**Exercise objective:** Word for word, print all of the entries below.

[Recorded data]
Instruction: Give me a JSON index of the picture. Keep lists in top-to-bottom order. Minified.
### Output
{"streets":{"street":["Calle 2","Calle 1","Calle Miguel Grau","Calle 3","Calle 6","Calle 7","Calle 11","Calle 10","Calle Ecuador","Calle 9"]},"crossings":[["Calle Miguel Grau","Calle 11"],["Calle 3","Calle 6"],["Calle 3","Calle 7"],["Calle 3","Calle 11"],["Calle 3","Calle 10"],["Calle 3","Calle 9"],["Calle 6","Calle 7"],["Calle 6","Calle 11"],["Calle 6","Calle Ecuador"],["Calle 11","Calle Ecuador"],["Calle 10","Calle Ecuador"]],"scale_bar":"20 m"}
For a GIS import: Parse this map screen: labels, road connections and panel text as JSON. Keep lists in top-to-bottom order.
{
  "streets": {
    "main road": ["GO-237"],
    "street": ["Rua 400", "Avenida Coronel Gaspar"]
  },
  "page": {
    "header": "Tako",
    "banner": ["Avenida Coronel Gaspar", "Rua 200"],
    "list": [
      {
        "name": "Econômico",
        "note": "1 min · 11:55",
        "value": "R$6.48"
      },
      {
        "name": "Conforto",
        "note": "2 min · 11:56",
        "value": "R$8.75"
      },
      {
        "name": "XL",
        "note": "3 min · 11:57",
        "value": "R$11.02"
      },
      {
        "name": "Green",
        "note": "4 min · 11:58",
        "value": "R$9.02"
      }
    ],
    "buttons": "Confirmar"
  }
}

**Written solution:**
Instruction: Give me a JSON index of the picture. Keep lists in top-to-bottom order. Minified.
### Output
{"streets":{"street":["Calle 2","Calle 1","Calle Miguel Grau","Calle 3","Calle 6","Calle 7","Calle 11","Calle 10","Calle Ecuador","Calle 9"]},"crossings":[["Calle Miguel Grau","Calle 11"],["Calle 3","Calle 6"],["Calle 3","Calle 7"],["Calle 3","Calle 11"],["Calle 3","Calle 10"],["Calle 3","Calle 9"],["Calle 6","Calle 7"],["Calle 6","Calle 11"],["Calle 6","Calle Ecuador"],["Calle 11","Calle Ecuador"],["Calle 10","Calle Ecuador"]],"scale_bar":"20 m"}
For a GIS import: Parse this map screen: labels, road connections and panel text as JSON. Keep lists in top-to-bottom order.
{
  "streets": {
    "main road": ["GO-237"],
    "street": ["Rua 400", "Avenida Coronel Gaspar"]
  },
  "page": {
    "header": "Tako",
    "banner": ["Avenida Coronel Gaspar", "Rua 200"],
    "list": [
      {
        "name": "Econômico",
        "note": "1 min · 11:55",
        "value": "R$6.48"
      },
      {
        "name": "Conforto",
        "note": "2 min · 11:56",
        "value": "R$8.75"
      },
      {
        "name": "XL",
        "note": "3 min · 11:57",
        "value": "R$11.02"
      },
      {
        "name": "Green",
        "note": "4 min · 11:58",
        "value": "R$9.02"
      }
    ],
    "buttons": "Confirmar"
  }
}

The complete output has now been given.